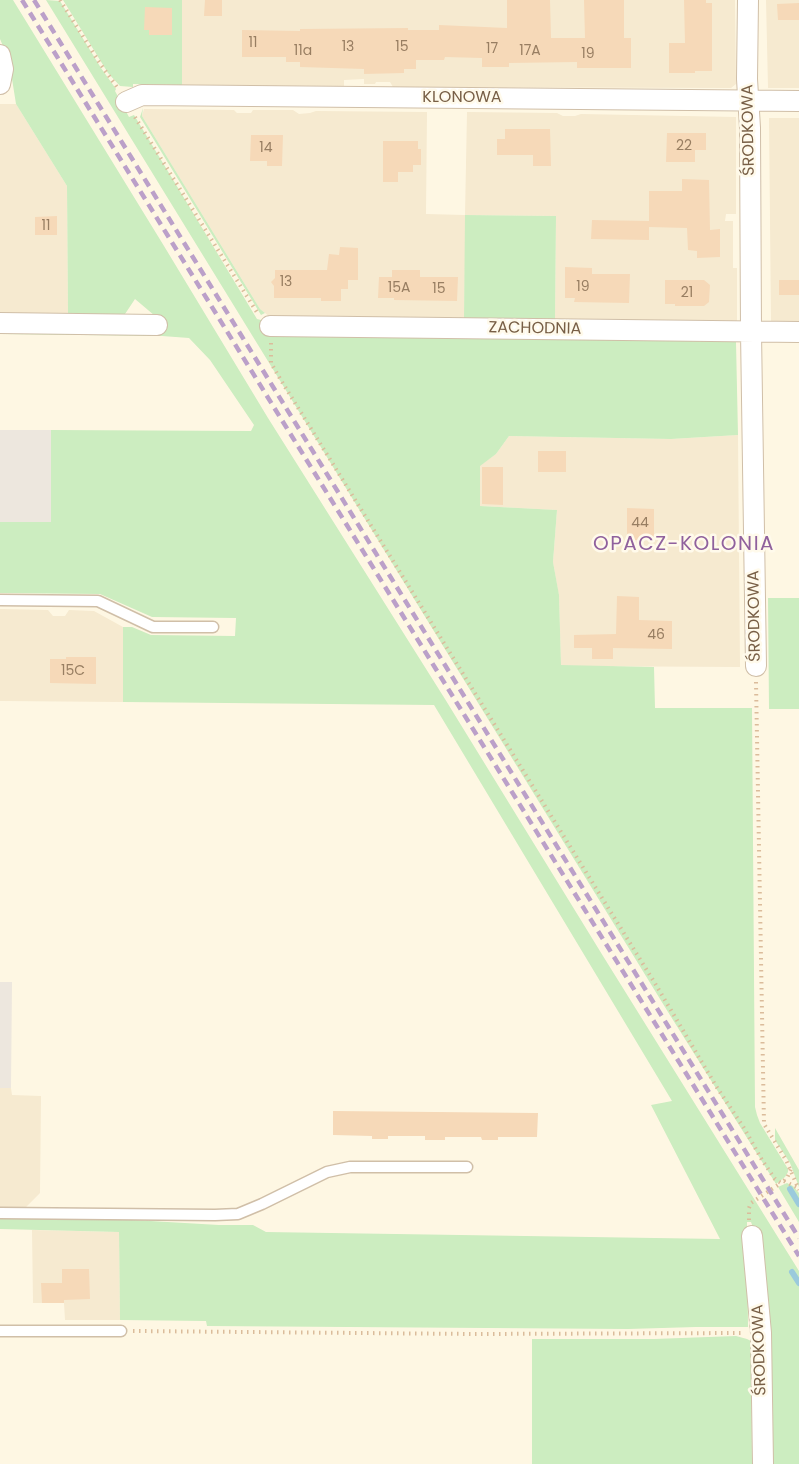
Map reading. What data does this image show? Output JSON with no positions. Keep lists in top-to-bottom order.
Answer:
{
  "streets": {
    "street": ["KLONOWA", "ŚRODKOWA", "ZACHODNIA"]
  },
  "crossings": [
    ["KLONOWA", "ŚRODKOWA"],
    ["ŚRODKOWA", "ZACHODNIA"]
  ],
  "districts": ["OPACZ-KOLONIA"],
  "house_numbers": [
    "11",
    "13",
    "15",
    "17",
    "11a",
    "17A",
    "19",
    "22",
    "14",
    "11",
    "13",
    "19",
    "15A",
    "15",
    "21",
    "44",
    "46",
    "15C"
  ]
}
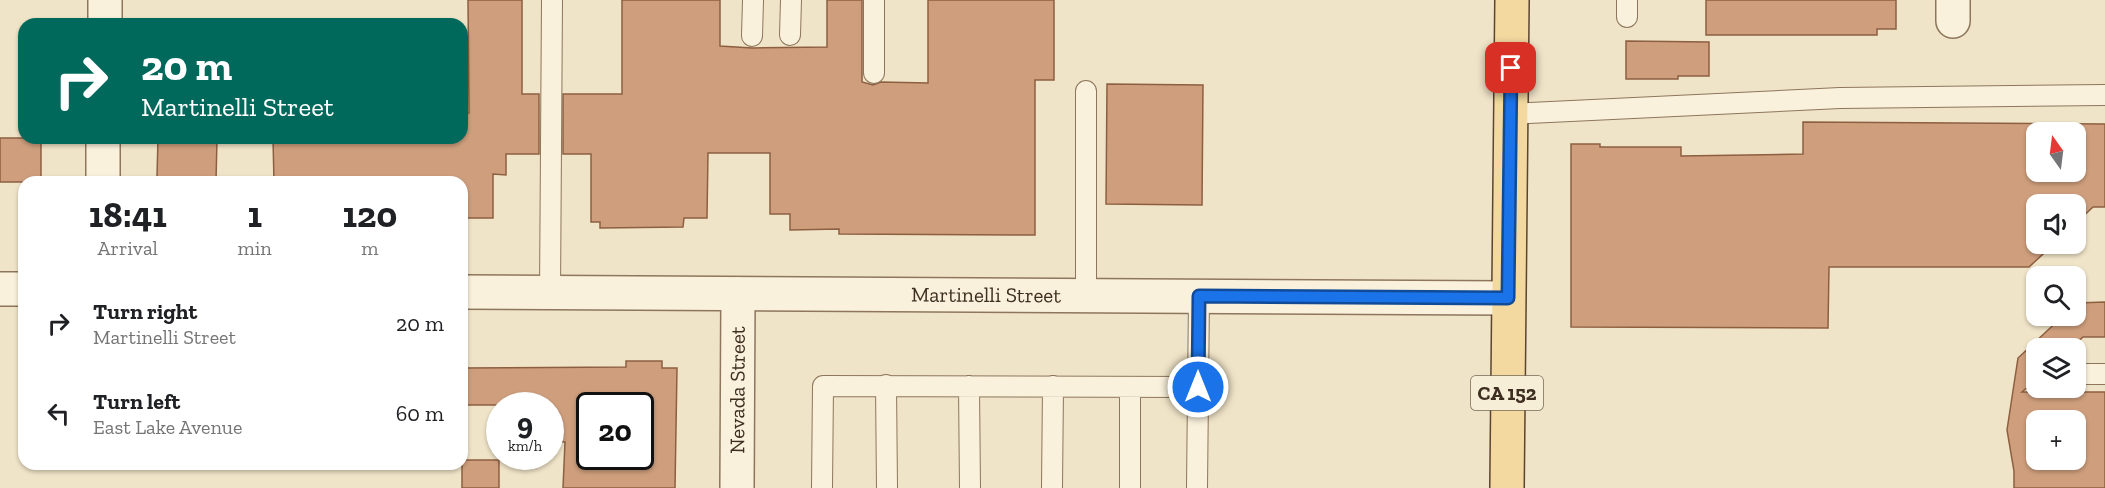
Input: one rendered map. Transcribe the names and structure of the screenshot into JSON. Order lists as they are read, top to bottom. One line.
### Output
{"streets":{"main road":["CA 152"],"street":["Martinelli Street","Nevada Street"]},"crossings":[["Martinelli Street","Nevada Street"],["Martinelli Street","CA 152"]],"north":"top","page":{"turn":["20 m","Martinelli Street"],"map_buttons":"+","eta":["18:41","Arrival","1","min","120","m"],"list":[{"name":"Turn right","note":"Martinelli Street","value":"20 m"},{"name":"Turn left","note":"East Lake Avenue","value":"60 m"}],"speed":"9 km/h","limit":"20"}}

● ● ●

### EXERCISE
Write the records out once more, exactly as they appear, with no pictures.

### SOLUTION TO THIS EXERCISE
Map reading. What data does this image show? Output JSON with no positions. Keep lists in top-to-bottom order.
Answer:
{
  "streets": {
    "street": ["KLONOWA", "ŚRODKOWA", "ZACHODNIA"]
  },
  "crossings": [
    ["KLONOWA", "ŚRODKOWA"],
    ["ŚRODKOWA", "ZACHODNIA"]
  ],
  "districts": ["OPACZ-KOLONIA"],
  "house_numbers": [
    "11",
    "13",
    "15",
    "17",
    "11a",
    "17A",
    "19",
    "22",
    "14",
    "11",
    "13",
    "19",
    "15A",
    "15",
    "21",
    "44",
    "46",
    "15C"
  ]
}
Input: one rendered map. Transcribe the names and structure of the screenshot into JSON. Order lists as they are read, top to bottom. One line.
### Output
{"streets":{"main road":["CA 152"],"street":["Martinelli Street","Nevada Street"]},"crossings":[["Martinelli Street","Nevada Street"],["Martinelli Street","CA 152"]],"north":"top","page":{"turn":["20 m","Martinelli Street"],"map_buttons":"+","eta":["18:41","Arrival","1","min","120","m"],"list":[{"name":"Turn right","note":"Martinelli Street","value":"20 m"},{"name":"Turn left","note":"East Lake Avenue","value":"60 m"}],"speed":"9 km/h","limit":"20"}}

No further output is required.